[Saved entries]
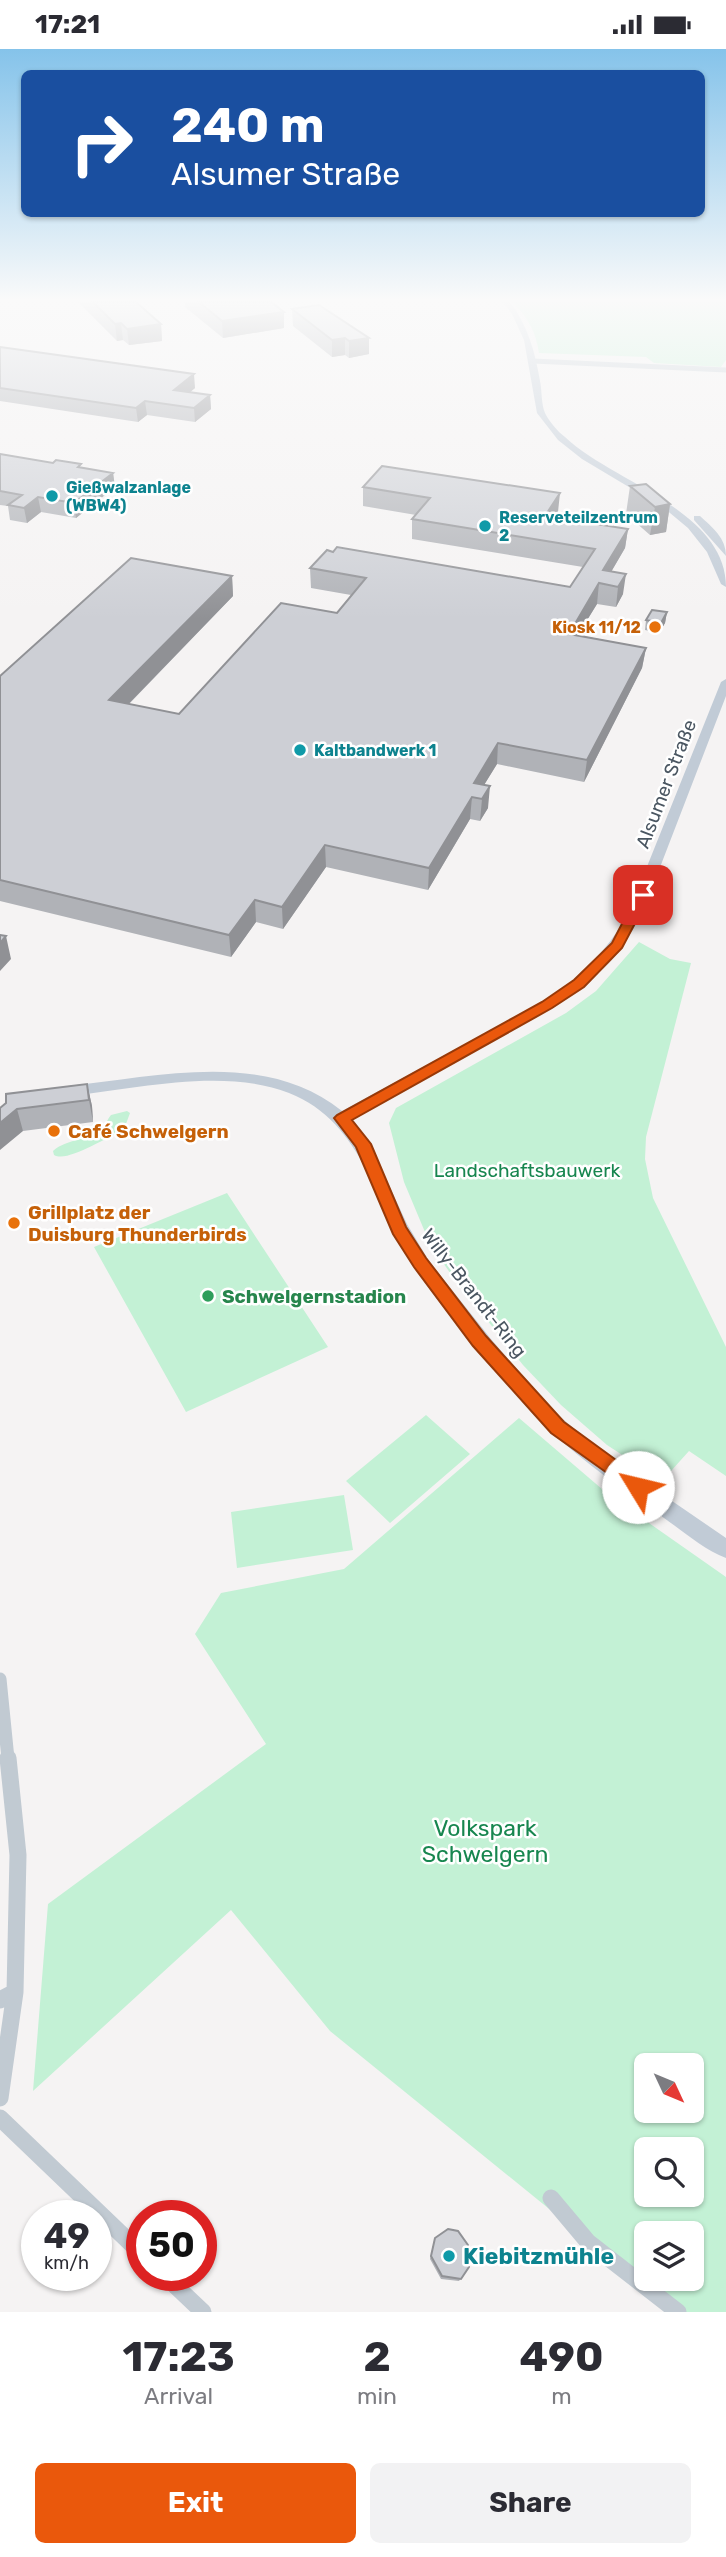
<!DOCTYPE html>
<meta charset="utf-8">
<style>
body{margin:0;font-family:Rubik,sans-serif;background:#f2f2f3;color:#2b2b33;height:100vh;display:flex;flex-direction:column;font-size:26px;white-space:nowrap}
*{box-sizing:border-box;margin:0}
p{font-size:23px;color:#7c7c81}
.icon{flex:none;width:38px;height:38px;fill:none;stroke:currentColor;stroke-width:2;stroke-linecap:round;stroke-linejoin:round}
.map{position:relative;height:2263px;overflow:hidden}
.sheet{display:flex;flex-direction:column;background:#fff;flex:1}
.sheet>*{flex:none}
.banner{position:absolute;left:21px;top:21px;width:684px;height:147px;border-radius:10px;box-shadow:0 2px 5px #0004;background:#1a4fa0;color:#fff;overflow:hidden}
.needle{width:46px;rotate:134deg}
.controls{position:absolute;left:634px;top:2004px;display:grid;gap:14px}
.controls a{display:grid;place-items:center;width:70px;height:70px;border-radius:10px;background:#fff;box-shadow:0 2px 5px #0004;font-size:35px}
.speed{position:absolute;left:21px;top:2151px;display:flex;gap:14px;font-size:35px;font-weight:700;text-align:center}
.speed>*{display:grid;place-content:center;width:91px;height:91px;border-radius:50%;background:#fff;box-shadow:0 2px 5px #0004;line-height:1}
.speed small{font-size:18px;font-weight:400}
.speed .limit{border:10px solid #d22;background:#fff;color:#111}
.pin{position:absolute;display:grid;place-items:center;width:60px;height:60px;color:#fff;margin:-30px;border-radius:14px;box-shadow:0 4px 10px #0006}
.me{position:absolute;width:77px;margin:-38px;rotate:306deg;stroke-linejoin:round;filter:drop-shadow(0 0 5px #0008)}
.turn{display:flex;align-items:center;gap:24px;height:147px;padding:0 35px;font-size:32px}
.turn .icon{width:91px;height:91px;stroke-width:2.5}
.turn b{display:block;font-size:49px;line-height:60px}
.eta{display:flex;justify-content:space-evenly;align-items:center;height:119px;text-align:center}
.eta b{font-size:42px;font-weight:700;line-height:49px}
.button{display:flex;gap:14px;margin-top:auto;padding:14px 35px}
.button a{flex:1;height:80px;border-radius:10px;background:#ea580c;color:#fff;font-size:28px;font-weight:700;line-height:80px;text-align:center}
.button a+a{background:#f2f2f3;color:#2b2b33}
.status{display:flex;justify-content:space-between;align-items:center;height:49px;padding:0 35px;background:#fff;direction:ltr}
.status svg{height:19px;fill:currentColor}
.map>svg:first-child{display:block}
</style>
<div class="status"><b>17:21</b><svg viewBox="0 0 49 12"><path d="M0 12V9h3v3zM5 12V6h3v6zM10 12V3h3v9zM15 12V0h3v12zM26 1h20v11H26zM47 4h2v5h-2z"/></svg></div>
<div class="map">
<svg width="726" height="2263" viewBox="0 0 726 2263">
<rect width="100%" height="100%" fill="#f5f3f3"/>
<path fill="#c3f1d5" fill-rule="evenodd" d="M 513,253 L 726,253 L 726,311 L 721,318 L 654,314 L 646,308 L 539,304 C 536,283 528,269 513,253 Z
M 639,893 L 670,910 L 691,914 L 646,1088 L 645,1110 L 653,1149 L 726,1298 L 726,1427 L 689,1402 L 662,1432 L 607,1396 L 561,1356 L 523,1316 L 455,1231 L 430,1195 L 404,1133 L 389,1074 L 396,1059 L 566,964 L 596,942 Z
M 127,1062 L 130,1064 L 123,1083 C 104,1088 68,1114 54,1106 L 53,1102 C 67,1089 92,1092 105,1076 C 107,1073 108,1069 111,1066 Z
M 227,1144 L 328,1298 L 186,1363 L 94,1198 Z
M 426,1366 L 470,1405 L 390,1474 L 346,1432 Z
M 519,1369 L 609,1446 L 726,1528 L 726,2263 L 676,2263 L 330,1982 L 231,1861 L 33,2042 L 48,1855 L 266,1695 L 195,1585 L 221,1544 L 344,1520 ZM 646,2016 L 691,2016 L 691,2062 L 646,2062 ZM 646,2100 L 691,2100 L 691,2146 L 646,2146 ZM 646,2184 L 691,2184 L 691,2230 L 646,2230 Z
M 344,1446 L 353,1501 L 237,1519 L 231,1463 Z"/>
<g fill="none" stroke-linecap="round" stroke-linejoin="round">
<path stroke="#c1cad2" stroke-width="5" d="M 533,312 L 726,321"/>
<path stroke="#c1cad2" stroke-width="13" d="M 0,1630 L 8,1710"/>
<path stroke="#c1cad2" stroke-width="17" d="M 0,1951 L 15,1943
M 0,2049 L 15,1943 L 18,1806 L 8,1709
M 0,2069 L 142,2205
M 551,2149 L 588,2193 L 678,2263
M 164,2226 L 203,2263"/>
<path fill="#c1cbd6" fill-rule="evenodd" d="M 503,253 L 510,253 C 528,277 535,303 540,332 C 542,341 541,355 545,364 C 548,371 558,383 565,388 C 612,433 726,461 726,538 L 721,535 L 707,503 L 688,479 L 664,459 L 582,410 L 558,391 L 537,364 L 524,291 L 512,265 Z
M 694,467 L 700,467 C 713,479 726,489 726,507 L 694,471 Z
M 726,630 L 726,647 L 642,865 L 622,899 L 609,914 L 584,937 L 552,959 L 351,1071 L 376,1108 L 407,1175 L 429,1212 L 491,1290 L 551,1360 L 605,1406 L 726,1489 L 726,1509 C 704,1501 683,1482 664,1469 C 625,1442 585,1414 550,1382 C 532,1366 517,1346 501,1327 C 471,1292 440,1257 415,1219 C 375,1157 365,1074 289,1044 C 223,1018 136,1040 68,1047 L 61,1042 L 68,1037 C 158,1028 265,1000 342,1062 C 384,1039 427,1016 469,993 C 537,956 588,935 628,865 L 721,633 Z"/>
</g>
<path fill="#b0b2b7" d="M 78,253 L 136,253 L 161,275 L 162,292 L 129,296 L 123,291 L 117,292 Z
M 185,253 L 271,253 L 284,279 L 223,289 L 185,258 Z
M 292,260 L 369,289 L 369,305 L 349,309 L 345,306 L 332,308 L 293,277 Z
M 0,298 L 195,339 L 190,343 L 210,346 L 211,360 L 195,373 L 147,366 L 138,373 L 0,352 Z
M 0,405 L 113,424 L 115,438 L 76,469 L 41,463 L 27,474 L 10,471 L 8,457 L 0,456 Z
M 630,437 L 670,455 L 666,483 L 650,486 L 626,465 Z
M 363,438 L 558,463 L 555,468 L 628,480 L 625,499 L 611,523 L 623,545 L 616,558 L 597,555 L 578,586 L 646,599 L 642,619 L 584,733 L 497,715 L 484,736 L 488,759 L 480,772 L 470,770 L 428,841 L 326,818 L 283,880 L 256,873 L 231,908 L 0,852 L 0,627 L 232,527 L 233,547 L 129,655 L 179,665 L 337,564 L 351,546 L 311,539 L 310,519 L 570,538 L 583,518 L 412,490 L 412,470 L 416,466 L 363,457 Z
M 667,563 L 665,574 L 659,584 L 645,581 L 646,571 Z
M 87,1035 L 92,1057 L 93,1073 L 23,1082 L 0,1059 Z
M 434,2192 L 469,2218 L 459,2232 L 441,2230 L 430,2210 Z"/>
<path fill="#909195" d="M 284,263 L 284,279 L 223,289 L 222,272 Z
M 121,274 L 123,291 L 117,292 L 115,275 Z
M 161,275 L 162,292 L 129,296 L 127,280 Z
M 345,289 L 345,306 L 332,308 L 332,291 Z
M 369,289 L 369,305 L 349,309 L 349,292 Z
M 194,325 L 195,339 L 176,355 L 174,341 Z
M 210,346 L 211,360 L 195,373 L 194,359 Z
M 145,352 L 147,366 L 138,373 L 136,359 Z
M 113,424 L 115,438 L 76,469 L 74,454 Z
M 560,444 L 558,463 L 543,486 L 545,467 Z
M 38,448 L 41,463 L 27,474 L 24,459 Z
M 670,455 L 666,483 L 650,486 L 655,458 Z
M 628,480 L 625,499 L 604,535 L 603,521 Z
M 626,525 L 623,545 L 616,558 L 618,538 Z
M 232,527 L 233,547 L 112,672 L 109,651 Z
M 599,534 L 597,555 L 566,605 L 569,585 Z
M 667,563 L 665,574 L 659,584 L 661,574 Z
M 646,599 L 642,619 L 584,733 L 587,711 Z
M 498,694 L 497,715 L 476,749 L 474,734 Z
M 490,737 L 488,759 L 480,772 L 482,750 Z
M 472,748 L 470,770 L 428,841 L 429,819 Z
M 325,796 L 326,818 L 283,880 L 282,858 Z
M 255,851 L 256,873 L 231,908 L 229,886 Z
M 6,887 L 11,910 L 0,922 L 0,894 Z
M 87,1035 L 92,1057 L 93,1073 L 89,1051 Z
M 17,1060 L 23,1082 L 0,1101 L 0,1074 Z"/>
<path fill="#cdcfd5" stroke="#909195" stroke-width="2" d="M 93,253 L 136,253 L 161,275 L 127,280 L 121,274 L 115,275 Z
M 199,253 L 271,253 L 284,263 L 222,272 Z
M 319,256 L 369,289 L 349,292 L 345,289 L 332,291 L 292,260 Z
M 0,298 L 194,325 L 174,341 L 210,346 L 194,359 L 145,352 L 136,359 L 0,339 Z
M 0,405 L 53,414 L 56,411 L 81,415 L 78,418 L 113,424 L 74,454 L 38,448 L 24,459 L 8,456 L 22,446 L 0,442 Z
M 382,417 L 560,444 L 545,467 L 628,480 L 603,521 L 626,525 L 618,538 L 599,534 L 569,585 L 646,599 L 587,711 L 498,694 L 474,734 L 490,737 L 482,750 L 472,748 L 429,819 L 325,796 L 282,858 L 255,851 L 229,886 L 0,831 L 0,627 L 131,509 L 232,527 L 109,651 L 179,665 L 281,554 L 337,564 L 366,529 L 310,519 L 327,501 L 333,503 L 337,498 L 570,538 L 595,500 L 412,470 L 430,449 L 363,438 Z
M 646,435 L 670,455 L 655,458 L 630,437 Z
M 652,561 L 667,563 L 661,574 L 646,571 Z
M 0,886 L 6,887 L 0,894 Z
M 87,1035 L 89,1051 L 17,1060 L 0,1074 L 0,1059 L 6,1054 L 6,1045 Z
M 448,2180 L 458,2182 L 468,2196 L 469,2218 L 461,2230 L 442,2227 L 431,2207 L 435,2189 Z"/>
<linearGradient id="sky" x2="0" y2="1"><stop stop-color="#85c3ea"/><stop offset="0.44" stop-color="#fafafa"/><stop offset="1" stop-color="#fafafa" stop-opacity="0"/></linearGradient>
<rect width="726" height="570" fill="url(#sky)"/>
<path fill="#ea580c" stroke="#983908" stroke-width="2" d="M 643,842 L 650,846 L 622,899 L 584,938 L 552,959 L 352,1071 L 371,1095 L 406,1178 L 426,1209 L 486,1287 L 564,1373 L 645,1432 L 647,1438 L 645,1444 L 638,1446 L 551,1384 L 473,1297 L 414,1218 L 393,1185 L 356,1098 L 334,1069 L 337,1066 L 542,953 L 574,931 L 612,894 L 637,846 Z"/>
<g fill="#0f9aa8" stroke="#fff" stroke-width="2.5">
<circle cx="52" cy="447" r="7"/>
<circle cx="485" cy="477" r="7"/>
<circle cx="300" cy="701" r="7"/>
<circle cx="449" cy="2207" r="7"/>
</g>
<g fill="#e8710a" stroke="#fff" stroke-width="2.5">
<circle cx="655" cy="578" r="7"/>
<circle cx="54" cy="1082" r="7"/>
<circle cx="14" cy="1174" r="7"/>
</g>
<circle fill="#2e9e5b" stroke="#fff" stroke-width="2.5" cx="208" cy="1247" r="7"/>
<g text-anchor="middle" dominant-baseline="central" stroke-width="5" stroke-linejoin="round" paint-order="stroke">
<g font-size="16" font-weight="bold" fill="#0d838f" stroke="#fff" text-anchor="start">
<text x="66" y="438">Gießwalzanlage<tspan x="66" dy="18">(WBW4)</tspan></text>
<text x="499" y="468">Reserveteilzentrum<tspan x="499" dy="18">2</tspan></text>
<text x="314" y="701">Kaltbandwerk 1</text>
</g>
<g font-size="16" font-weight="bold" fill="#c56008" stroke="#fff" text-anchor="end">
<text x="641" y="578">Kiosk 11/12</text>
</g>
<g font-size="19" fill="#4a5661" stroke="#fff">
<text transform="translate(666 735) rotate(-69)">Alsumer Straße</text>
<text transform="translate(474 1244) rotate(52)">Willy-Brandt-Ring</text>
</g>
<g font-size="19" font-weight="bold" fill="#c56008" stroke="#fff" text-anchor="start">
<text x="68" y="1082">Café Schwelgern</text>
<text x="28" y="1163">Grillplatz der<tspan x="28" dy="22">Duisburg Thunderbirds</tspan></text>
</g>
<g font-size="19" fill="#17864f" stroke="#fff">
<text x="527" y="1121">Landschaftsbauwerk</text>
</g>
<g font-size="19" font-weight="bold" fill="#27864d" stroke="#fff" text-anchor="start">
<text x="222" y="1247">Schwelgernstadion</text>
</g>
<g font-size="23" fill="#17864f" stroke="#fff">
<text x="485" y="1779">Volkspark<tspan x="485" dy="26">Schwelgern</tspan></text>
</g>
<g font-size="23" font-weight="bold" fill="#0d838f" stroke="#fff" text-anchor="start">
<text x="463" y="2207">Kiebitzmühle</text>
</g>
</g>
</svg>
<div class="controls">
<a><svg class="needle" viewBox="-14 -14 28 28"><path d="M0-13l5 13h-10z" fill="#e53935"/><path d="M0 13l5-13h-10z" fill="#7c7c81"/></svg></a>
<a><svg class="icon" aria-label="search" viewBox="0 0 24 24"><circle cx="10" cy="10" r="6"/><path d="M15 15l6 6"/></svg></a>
<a><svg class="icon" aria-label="layers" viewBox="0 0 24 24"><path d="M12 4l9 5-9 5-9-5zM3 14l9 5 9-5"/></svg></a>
</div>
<div class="speed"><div>49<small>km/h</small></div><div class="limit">50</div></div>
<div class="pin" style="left:643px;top:846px;background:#d93025"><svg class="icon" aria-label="arrive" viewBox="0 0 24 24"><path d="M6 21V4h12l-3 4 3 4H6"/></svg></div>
<svg class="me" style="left:638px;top:1438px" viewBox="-20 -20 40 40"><circle r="19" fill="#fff"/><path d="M0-13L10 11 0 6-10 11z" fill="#ea580c"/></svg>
<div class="banner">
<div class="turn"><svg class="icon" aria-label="right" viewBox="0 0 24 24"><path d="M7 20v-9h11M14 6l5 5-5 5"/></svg><div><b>240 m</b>Alsumer Straße</div></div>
</div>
</div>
<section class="sheet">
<div class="eta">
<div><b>17:23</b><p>Arrival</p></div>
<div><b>2</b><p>min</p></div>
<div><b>490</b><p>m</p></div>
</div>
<div class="button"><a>Exit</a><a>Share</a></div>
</section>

> WHAT YOU SHOULD DO
Take every line from the data above that holds "linecap" and copy it out.

> EXERCISE RESPONSE
.icon{flex:none;width:38px;height:38px;fill:none;stroke:currentColor;stroke-width:2;stroke-linecap:round;stroke-linejoin:round}
<g fill="none" stroke-linecap="round" stroke-linejoin="round">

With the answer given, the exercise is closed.